2. The Respondent had pleaded:-a.that he had been employed by the Appellant as a security guard in January 2015 and had worked continuously and uninterrupted upto 29th July, 2020, earning an initial salary of Kshs.9,000/= and Kshs.16,000/= at the time of termination.b.that the Respondent reported on duty as usual on or about 29th July, 2020, but was verbally terminated by the Appellant’s authorised representative, was ordered out of the assigned place of work; and was not given a termination letter.c.that the Respondent had not committed or done any wrong which could be constructed as the cause for his termination.d.that prior to the termination, the Respondent had not been issued with any warning, termination notice, summons or charges, had not been called upon to show cause regarding any charges and had not been given an opportunity to defend himself.e.that during his employment, the Respondent was underpaid to the tune of Kshs.4,000/= per month, was not registered with NHIF/NSSF, was not given weekly off-days, never took leave, never observed public holidays, worked overtime without compensation and was never paid house allowance.f.That termination of the Respondent’s employment lacked fairness and was malicious, unprocedural, abrupt and contravened the relevant
3. Documents filed alongside the Respondent’s amended Memorandum of Claim included the Respondent’s affidavit in verification of the claim, the Respondent’s written witness statement dated 16th April, 2021 and a supplementary witness statement dated 22nd June, 2022; and a list of documents dated 16th April, 2021, listing 7 documents.
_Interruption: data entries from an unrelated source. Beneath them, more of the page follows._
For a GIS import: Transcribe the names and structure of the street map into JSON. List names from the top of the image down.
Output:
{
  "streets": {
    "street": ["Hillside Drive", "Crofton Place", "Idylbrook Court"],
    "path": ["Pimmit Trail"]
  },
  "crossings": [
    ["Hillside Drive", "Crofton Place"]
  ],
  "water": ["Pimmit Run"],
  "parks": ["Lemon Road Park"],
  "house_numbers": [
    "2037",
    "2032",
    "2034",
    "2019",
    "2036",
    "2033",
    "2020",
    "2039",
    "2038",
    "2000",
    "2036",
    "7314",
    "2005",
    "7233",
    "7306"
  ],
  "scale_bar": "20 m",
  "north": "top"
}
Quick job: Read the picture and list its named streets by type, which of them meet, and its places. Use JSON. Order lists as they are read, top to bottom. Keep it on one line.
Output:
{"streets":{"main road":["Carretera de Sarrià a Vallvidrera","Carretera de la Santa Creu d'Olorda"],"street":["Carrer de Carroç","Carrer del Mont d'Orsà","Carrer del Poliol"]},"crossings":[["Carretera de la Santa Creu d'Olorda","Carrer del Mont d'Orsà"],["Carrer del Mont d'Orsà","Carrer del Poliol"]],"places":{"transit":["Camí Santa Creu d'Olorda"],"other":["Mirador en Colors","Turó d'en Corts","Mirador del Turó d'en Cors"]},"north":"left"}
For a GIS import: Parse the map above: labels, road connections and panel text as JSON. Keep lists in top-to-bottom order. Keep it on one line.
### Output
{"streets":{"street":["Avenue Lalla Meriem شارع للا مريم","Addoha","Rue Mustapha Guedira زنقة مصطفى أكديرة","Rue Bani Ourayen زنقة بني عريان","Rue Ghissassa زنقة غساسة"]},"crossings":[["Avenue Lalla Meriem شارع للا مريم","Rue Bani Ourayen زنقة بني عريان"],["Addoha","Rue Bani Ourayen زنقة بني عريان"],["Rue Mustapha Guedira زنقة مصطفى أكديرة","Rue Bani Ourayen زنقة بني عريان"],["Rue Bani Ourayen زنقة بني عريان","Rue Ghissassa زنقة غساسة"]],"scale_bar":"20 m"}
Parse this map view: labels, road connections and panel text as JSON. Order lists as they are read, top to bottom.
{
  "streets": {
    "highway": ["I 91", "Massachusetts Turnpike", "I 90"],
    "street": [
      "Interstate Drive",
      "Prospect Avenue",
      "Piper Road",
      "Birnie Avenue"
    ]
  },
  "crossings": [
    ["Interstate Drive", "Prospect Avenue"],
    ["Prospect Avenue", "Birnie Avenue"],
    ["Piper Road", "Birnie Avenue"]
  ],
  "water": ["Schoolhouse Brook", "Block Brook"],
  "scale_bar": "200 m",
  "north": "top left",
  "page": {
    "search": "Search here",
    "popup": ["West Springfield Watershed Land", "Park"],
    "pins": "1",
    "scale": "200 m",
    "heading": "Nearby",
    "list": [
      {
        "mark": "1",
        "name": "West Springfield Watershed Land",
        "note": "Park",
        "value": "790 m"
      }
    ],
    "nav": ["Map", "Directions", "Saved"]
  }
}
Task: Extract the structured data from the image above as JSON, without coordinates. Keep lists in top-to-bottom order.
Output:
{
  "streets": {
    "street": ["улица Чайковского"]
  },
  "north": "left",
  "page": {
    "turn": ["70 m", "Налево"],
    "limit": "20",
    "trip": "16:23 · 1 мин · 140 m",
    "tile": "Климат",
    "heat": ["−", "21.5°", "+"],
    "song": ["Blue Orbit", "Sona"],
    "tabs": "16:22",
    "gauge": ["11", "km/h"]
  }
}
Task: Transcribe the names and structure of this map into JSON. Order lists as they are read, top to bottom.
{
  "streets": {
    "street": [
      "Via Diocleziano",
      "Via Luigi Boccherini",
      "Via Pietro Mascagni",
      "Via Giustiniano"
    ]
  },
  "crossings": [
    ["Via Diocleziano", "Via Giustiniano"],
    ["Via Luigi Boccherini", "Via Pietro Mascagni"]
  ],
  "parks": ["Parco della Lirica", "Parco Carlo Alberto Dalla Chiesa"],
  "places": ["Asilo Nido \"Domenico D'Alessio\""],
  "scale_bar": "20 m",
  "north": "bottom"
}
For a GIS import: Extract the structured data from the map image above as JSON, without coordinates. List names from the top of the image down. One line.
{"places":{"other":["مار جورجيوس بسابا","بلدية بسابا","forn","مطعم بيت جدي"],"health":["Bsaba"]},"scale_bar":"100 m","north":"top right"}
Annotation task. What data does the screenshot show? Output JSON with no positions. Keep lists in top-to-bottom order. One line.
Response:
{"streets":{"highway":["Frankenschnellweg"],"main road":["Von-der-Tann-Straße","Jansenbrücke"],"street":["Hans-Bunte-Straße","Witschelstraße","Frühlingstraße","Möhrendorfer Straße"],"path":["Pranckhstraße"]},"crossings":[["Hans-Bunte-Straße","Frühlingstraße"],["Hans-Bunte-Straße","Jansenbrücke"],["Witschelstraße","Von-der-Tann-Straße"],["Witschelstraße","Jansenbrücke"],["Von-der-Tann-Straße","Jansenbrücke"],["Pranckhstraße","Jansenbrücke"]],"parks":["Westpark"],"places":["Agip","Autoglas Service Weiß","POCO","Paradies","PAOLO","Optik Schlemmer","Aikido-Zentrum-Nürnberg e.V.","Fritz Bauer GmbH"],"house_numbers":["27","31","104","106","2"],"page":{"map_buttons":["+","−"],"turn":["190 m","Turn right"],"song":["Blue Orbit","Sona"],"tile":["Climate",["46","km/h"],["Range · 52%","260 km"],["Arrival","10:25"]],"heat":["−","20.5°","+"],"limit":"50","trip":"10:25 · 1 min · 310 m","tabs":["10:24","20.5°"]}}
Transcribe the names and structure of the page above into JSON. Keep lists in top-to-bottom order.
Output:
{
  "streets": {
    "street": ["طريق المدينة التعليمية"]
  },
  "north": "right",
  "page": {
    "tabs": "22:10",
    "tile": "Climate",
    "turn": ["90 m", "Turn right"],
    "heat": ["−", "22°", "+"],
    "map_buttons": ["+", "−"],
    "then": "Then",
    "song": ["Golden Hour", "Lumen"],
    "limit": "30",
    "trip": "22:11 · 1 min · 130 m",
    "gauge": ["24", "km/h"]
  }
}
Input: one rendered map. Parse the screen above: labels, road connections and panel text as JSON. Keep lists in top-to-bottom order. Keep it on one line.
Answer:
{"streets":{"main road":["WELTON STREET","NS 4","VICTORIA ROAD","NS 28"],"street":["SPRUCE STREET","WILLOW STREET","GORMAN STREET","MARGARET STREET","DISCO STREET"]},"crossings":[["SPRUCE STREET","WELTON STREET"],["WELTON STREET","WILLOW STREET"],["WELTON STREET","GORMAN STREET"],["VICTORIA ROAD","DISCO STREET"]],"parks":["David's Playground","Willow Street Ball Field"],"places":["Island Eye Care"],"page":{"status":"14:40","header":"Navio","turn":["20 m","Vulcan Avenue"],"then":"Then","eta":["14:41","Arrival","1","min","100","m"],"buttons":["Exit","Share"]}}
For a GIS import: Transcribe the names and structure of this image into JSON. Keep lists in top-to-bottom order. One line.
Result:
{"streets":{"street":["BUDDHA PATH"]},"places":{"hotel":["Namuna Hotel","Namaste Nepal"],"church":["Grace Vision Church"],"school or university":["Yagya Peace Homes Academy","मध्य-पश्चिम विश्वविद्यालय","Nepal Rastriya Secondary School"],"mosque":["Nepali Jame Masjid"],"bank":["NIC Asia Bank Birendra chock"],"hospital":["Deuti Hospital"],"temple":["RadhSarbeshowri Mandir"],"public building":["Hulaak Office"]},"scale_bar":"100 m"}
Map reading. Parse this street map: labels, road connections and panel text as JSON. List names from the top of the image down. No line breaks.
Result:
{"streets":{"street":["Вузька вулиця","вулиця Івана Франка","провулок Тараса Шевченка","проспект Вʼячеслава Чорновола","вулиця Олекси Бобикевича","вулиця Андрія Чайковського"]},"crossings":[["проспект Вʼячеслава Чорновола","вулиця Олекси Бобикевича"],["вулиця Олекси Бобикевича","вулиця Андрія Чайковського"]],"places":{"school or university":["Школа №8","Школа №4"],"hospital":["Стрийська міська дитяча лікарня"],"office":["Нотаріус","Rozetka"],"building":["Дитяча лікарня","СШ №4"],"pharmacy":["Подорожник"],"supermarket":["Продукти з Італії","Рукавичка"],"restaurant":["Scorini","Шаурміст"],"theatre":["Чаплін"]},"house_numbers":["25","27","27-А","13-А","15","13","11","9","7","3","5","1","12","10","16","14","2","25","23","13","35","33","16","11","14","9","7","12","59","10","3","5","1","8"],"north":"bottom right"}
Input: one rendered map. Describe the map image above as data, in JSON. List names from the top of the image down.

The listed documents included copies of the Respondent’s Identity Card, payslip for December 2015, payslips for February, March, May, June, July and August 2016, a show cause letter dated 4th August, 2020, disciplinary hearing letter dated 4th August, 2020, summary dismissal letter dated 24th August, 2020 and a demand letter dated 15th July, 2020.
4. The Appellant entered appearance and filed a Statement of Response dated 17th June, 2022; and subsequently an amended Statement of Response dated 15th August, 2022; denying the Respondent’s claim. The Appellant further pleaded:-a.that the Respondent was employed by the Appellant in December 2017 on the basis of annual fixed term contracts, after having previously worked for the Appellant’s sister company.b.that the Respondent had been summarily dismissed for gross misconduct in the nature of carelessly and negligently performing his work; by failing to exercise vigilance as a security guard while working at Kenya Power and Lighting Company in Mbaraki and failing to detect a theft incident.c.that the Respondent was put through a legally compliant disciplinary procedure which involved being asked to prepare a written statement, a show cause letter to which he responded in writing, a written invitation to attend a disciplinary hearing in the company of a fellow employee, attendance at a formal disciplinary hearing and a summary dismissal letter with a right of appeal.d.that the Respondent’s explanation was not satisfactory, and a decision was made to terminate him summarily, and a letter was issued.e.that the Respondent did not appeal the summary dismissal decision.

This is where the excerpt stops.